Most exchange enrollees didn’t pay those sky-high prices. About 83% of consumers across the nation had their premiums reduced by an advanced premium tax credit, which is one type of federal financial assistance available to people with incomes less than 400% of the federal poverty level (roughly $48,000 for an individual). The average HealthCare.gov enrollee who received a premium tax credit paid about $89 per month for coverage, down from $106 in 2016. In Oklahoma, the average subsidized enrollee paid just $37 a month—the lowest of any state.

Subsidized premiums dropped because tax credits increased. Last year, savvy state regulators and insurers deployed a strategy to offset the effects of the Trump administration’s decision to end another form of financial assistance—cost-sharing reduction payments—that lowers exchange enrollees’ out-of-pocket costs. CSRs have historically lowered copayments and deductibles for ACA plan members with incomes lower than 250% of the federal poverty level.

When President Donald Trump stopped paying the CSRs at the end of 2017, insurers built rate increases attributable to the CSR cutoff into only silver plan premiums, which are used to determine the premium tax credit. As premiums went up, so did the size of the tax credit consumers received, meaning that most subsidized enrollees never felt the effects of big price hikes.

Cheaper plans, but higher deductible

More consumers opted for bronze and gold plans

Source: CMS

Larger tax credits allowed some exchange shoppers to find zero-premium bronze plans or lower-cost gold plans. As a result, fewer people—62.6%—enrolled in silver plans in 2018, down from 71.1% in 2017. Enrollment in bronze and gold plans, on the other hand, increased. Metal tiers represent the actuarial value, or the average share of health costs covered, by the plan. Gold plans pay for a larger share of the patient's health costs.

Experts worry that people switching to bronze plans may have higher out-of-pocket costs they can’t afford, prompting them to forgo care or take on debt.

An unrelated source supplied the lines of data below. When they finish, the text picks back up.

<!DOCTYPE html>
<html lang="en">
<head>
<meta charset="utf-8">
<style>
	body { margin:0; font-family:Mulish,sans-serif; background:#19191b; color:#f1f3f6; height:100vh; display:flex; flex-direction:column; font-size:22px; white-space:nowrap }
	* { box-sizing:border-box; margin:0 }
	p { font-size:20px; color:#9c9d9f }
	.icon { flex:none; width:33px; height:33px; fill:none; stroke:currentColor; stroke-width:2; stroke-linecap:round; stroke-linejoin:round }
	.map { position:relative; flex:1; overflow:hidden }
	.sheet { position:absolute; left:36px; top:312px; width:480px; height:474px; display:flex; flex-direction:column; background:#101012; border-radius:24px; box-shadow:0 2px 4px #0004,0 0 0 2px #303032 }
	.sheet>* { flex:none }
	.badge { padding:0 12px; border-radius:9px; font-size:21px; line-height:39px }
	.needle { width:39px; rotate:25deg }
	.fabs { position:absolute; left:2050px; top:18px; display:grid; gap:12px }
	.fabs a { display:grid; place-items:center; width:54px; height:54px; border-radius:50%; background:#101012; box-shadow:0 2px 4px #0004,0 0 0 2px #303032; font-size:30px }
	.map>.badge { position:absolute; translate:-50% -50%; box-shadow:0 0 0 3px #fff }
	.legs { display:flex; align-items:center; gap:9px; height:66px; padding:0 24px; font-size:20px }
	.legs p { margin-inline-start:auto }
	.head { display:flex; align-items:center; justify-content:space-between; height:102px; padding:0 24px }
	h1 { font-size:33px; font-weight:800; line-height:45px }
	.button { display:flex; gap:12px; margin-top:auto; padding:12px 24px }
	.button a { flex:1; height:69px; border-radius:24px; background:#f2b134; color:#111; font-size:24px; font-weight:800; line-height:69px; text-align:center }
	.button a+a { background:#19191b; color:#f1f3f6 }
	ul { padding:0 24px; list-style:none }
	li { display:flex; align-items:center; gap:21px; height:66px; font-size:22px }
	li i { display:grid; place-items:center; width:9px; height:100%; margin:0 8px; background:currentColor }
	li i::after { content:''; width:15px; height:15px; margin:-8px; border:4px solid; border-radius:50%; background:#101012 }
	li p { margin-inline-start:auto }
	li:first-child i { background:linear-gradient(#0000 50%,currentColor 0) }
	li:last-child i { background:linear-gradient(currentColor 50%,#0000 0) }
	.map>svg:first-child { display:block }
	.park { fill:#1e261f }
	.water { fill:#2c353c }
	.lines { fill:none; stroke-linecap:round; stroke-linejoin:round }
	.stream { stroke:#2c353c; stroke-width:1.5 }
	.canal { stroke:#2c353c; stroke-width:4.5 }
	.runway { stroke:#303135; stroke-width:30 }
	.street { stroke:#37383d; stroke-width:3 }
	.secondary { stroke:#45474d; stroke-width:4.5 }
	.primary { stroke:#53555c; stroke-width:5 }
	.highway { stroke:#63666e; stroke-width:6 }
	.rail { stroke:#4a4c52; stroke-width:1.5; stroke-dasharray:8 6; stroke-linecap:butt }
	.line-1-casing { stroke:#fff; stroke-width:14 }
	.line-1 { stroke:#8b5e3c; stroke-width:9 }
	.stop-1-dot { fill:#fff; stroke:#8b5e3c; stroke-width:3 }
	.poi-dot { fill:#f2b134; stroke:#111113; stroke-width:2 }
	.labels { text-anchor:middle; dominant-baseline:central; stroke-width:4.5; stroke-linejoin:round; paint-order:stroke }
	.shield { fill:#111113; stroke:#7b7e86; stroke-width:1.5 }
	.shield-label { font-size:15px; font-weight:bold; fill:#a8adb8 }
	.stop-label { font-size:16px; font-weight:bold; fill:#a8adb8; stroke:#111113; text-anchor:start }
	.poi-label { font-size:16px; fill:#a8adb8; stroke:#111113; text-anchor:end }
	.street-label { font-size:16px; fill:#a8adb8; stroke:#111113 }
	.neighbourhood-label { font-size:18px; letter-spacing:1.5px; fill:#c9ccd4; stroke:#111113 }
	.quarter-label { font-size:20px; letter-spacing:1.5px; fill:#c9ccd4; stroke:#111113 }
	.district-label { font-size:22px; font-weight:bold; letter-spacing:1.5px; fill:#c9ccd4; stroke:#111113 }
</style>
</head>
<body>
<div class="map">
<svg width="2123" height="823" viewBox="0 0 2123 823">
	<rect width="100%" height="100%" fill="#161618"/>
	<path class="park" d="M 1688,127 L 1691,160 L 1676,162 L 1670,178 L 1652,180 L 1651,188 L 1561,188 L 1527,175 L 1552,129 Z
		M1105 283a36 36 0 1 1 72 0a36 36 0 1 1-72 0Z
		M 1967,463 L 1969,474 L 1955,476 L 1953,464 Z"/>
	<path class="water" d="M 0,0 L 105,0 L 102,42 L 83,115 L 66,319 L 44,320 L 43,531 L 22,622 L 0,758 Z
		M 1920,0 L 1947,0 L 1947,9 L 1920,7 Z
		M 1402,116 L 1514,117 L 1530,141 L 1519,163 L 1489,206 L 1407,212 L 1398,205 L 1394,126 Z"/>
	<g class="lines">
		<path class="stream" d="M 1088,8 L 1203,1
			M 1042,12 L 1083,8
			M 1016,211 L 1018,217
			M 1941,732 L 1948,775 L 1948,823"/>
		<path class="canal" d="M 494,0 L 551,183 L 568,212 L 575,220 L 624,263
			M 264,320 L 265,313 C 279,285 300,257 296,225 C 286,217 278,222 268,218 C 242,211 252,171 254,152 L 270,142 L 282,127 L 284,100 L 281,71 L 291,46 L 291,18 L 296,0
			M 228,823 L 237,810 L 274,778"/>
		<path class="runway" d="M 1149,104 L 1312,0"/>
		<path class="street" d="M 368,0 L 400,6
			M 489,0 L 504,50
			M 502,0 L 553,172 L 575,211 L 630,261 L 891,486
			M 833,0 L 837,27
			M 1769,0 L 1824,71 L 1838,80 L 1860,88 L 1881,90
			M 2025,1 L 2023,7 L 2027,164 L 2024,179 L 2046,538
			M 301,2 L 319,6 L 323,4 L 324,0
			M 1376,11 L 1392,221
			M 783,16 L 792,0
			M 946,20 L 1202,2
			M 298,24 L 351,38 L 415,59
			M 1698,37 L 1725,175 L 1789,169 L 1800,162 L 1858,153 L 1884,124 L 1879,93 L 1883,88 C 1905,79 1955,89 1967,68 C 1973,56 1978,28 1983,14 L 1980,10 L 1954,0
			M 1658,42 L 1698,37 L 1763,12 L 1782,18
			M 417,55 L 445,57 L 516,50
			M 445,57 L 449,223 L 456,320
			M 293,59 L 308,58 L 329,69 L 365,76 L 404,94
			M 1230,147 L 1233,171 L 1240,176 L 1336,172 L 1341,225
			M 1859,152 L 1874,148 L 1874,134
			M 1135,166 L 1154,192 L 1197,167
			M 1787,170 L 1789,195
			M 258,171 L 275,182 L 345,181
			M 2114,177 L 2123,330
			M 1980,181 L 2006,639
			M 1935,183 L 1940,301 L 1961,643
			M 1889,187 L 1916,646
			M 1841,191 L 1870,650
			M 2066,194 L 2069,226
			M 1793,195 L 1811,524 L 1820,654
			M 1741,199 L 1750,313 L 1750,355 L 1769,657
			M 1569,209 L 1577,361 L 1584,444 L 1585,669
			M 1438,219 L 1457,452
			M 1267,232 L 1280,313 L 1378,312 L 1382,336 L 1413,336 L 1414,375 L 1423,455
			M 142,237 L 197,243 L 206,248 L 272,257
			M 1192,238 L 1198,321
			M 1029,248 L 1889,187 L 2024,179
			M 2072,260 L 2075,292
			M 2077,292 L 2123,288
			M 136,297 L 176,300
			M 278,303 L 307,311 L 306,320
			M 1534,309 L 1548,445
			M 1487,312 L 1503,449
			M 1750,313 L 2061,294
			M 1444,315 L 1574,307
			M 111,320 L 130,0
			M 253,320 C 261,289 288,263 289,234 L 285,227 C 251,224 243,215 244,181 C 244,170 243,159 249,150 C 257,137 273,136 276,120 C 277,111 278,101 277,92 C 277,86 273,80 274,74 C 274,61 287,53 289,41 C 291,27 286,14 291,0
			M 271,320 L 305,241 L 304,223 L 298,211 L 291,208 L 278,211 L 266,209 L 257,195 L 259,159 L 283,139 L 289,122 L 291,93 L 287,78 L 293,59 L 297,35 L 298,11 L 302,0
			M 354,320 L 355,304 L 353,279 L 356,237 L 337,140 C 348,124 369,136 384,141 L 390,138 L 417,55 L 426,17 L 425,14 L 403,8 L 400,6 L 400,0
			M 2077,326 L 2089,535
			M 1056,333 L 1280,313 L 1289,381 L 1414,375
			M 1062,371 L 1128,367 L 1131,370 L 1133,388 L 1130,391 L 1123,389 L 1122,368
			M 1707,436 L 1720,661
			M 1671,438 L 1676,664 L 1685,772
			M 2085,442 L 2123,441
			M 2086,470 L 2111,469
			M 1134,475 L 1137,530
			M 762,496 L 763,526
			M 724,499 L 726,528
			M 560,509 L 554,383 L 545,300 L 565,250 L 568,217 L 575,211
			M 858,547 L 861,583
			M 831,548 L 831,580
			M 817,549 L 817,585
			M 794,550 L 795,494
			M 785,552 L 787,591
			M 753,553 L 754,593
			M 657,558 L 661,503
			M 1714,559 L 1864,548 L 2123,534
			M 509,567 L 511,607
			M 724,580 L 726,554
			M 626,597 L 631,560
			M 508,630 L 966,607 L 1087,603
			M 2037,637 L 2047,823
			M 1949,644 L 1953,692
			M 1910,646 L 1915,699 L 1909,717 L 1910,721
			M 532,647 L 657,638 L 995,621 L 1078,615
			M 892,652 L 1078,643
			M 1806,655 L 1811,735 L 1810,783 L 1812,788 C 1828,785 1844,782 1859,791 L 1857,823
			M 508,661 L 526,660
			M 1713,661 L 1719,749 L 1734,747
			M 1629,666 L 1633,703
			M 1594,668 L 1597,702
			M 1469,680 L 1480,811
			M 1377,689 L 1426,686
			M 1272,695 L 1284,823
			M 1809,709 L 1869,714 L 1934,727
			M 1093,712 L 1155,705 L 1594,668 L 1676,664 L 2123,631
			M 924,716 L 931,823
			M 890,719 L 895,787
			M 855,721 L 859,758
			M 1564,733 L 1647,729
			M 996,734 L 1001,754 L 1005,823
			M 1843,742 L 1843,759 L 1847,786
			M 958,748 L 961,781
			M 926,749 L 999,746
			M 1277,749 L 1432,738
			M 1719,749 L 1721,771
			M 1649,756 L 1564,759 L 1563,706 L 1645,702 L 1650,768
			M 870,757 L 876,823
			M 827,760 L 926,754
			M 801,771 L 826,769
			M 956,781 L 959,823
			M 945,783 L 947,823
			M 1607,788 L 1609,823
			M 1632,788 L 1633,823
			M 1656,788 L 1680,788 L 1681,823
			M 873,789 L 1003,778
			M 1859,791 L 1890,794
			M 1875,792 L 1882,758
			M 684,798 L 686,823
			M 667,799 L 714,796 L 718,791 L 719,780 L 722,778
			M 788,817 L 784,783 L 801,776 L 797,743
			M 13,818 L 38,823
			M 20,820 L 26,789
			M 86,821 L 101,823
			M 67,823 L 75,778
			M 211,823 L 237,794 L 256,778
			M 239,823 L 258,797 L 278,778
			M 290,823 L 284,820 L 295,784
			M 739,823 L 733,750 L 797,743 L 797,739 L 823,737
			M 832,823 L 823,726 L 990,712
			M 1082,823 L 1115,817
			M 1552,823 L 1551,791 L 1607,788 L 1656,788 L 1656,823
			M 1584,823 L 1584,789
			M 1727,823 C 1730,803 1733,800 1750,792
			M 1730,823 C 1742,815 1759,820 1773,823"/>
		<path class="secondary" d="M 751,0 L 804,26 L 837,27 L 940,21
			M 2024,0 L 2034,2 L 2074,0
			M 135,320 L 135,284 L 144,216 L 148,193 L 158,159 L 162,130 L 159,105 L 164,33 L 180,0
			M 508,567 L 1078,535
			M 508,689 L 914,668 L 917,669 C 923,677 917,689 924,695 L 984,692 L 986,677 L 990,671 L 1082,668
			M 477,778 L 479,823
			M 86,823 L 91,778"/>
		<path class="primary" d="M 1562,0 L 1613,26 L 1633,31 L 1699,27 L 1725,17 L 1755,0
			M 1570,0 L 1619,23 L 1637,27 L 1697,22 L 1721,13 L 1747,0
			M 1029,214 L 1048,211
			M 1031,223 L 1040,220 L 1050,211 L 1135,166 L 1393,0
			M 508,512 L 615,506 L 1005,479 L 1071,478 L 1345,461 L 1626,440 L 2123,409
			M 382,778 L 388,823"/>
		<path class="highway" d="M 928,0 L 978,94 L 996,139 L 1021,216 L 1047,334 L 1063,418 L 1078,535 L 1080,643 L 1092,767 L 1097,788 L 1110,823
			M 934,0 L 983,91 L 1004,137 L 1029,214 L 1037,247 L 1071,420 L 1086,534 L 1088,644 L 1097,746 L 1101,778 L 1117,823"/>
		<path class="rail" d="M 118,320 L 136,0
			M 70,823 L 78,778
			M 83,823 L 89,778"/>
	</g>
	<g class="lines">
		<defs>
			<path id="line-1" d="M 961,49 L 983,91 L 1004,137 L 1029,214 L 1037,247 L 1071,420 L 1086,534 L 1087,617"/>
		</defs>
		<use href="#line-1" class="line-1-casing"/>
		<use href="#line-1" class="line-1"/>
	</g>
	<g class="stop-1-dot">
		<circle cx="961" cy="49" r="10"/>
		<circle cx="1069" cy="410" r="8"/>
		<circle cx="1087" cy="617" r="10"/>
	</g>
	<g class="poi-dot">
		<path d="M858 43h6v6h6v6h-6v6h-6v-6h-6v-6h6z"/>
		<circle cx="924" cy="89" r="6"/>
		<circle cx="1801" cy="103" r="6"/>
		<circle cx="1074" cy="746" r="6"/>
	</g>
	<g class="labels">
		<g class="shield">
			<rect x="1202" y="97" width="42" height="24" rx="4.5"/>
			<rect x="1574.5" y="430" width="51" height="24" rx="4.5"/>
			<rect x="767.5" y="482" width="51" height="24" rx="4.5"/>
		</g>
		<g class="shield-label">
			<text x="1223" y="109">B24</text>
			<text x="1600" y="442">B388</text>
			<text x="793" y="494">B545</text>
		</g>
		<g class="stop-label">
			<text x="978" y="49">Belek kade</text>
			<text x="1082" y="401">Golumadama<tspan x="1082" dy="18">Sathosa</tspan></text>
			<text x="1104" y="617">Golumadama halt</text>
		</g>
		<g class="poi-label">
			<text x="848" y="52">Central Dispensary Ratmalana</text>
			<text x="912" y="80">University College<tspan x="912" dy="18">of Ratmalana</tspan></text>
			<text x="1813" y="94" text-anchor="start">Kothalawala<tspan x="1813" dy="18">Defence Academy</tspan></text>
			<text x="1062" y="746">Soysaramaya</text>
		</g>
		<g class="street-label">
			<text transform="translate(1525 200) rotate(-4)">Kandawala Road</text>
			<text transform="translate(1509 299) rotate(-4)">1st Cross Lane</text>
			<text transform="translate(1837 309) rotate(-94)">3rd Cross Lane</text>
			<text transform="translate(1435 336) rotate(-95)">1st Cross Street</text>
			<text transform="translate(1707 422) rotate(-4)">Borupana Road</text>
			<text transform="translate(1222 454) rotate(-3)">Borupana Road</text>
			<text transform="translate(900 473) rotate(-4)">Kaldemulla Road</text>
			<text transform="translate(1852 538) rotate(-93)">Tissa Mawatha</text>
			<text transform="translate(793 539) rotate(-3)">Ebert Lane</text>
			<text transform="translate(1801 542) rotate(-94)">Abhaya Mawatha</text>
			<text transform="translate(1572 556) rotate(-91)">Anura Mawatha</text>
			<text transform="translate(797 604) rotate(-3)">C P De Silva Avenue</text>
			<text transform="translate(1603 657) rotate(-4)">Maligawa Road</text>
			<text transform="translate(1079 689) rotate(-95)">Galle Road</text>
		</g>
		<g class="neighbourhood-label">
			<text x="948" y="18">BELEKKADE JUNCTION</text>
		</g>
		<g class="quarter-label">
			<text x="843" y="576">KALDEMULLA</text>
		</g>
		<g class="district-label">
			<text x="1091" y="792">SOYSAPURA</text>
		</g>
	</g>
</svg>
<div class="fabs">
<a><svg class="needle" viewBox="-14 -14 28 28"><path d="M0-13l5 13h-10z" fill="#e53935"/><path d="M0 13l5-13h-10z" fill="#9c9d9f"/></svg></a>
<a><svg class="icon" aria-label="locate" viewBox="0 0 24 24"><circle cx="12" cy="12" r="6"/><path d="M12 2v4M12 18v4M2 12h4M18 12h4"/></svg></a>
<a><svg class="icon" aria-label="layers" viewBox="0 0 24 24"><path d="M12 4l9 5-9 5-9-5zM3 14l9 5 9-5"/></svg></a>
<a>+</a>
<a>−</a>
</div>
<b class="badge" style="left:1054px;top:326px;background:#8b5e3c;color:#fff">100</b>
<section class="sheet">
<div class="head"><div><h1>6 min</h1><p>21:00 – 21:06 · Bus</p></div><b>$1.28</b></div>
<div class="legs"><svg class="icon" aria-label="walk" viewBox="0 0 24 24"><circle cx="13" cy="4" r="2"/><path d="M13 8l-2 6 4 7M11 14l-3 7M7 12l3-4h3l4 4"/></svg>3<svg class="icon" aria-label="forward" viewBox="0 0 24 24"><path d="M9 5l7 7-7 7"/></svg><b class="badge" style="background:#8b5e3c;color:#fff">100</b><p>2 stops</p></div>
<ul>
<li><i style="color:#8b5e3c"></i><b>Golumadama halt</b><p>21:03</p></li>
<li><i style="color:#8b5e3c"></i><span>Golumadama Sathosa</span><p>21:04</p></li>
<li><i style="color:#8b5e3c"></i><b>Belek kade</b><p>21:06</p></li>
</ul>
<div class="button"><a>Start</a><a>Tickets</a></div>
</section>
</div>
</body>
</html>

Bronze plans have higher deductibles and often don’t offer cost-sharing for services before the deductbile is met.

“When you enroll in plans with higher deductibles, you use less care,” Trish explained. “People dramatically reduce their use of healthcare and not necessarily in smart ways.”

Emerging threats

The zeroed-out individual mandate penalty, potential expansion of short-term and association health plans, and the CMS’ final rule allowing states greater flexibility in determining a menu of essential health benefits all threaten to destabilize the individual market and cause higher premiums and lower enrollment in 2019. Americans who don’t qualify for subsidies will bear the brunt of any premium hikes that stem from these challenges come the sixth open-enrollment period, kicking off in November.

With a federal administration and Congress unwilling to implement policies or pass legislation that would help to keep premiums lower, such as cost-sharing reduction payments or a reinsurance pool for high-risk consumers, experts say it will be up to states to bolster their markets. Some, particularly Democratic states, are considering their own coverage mandates, though such policies are unpopular. Others may work to put restrictions on short-term medical plans. But one thing is for certain: The pervasive uncertainty surrounding healthcare rules and regulations that was a hallmark of 2017 is not dissipating any time soon and will once again be a challenge for states, insurers and consumers come the sixth open-enrollment.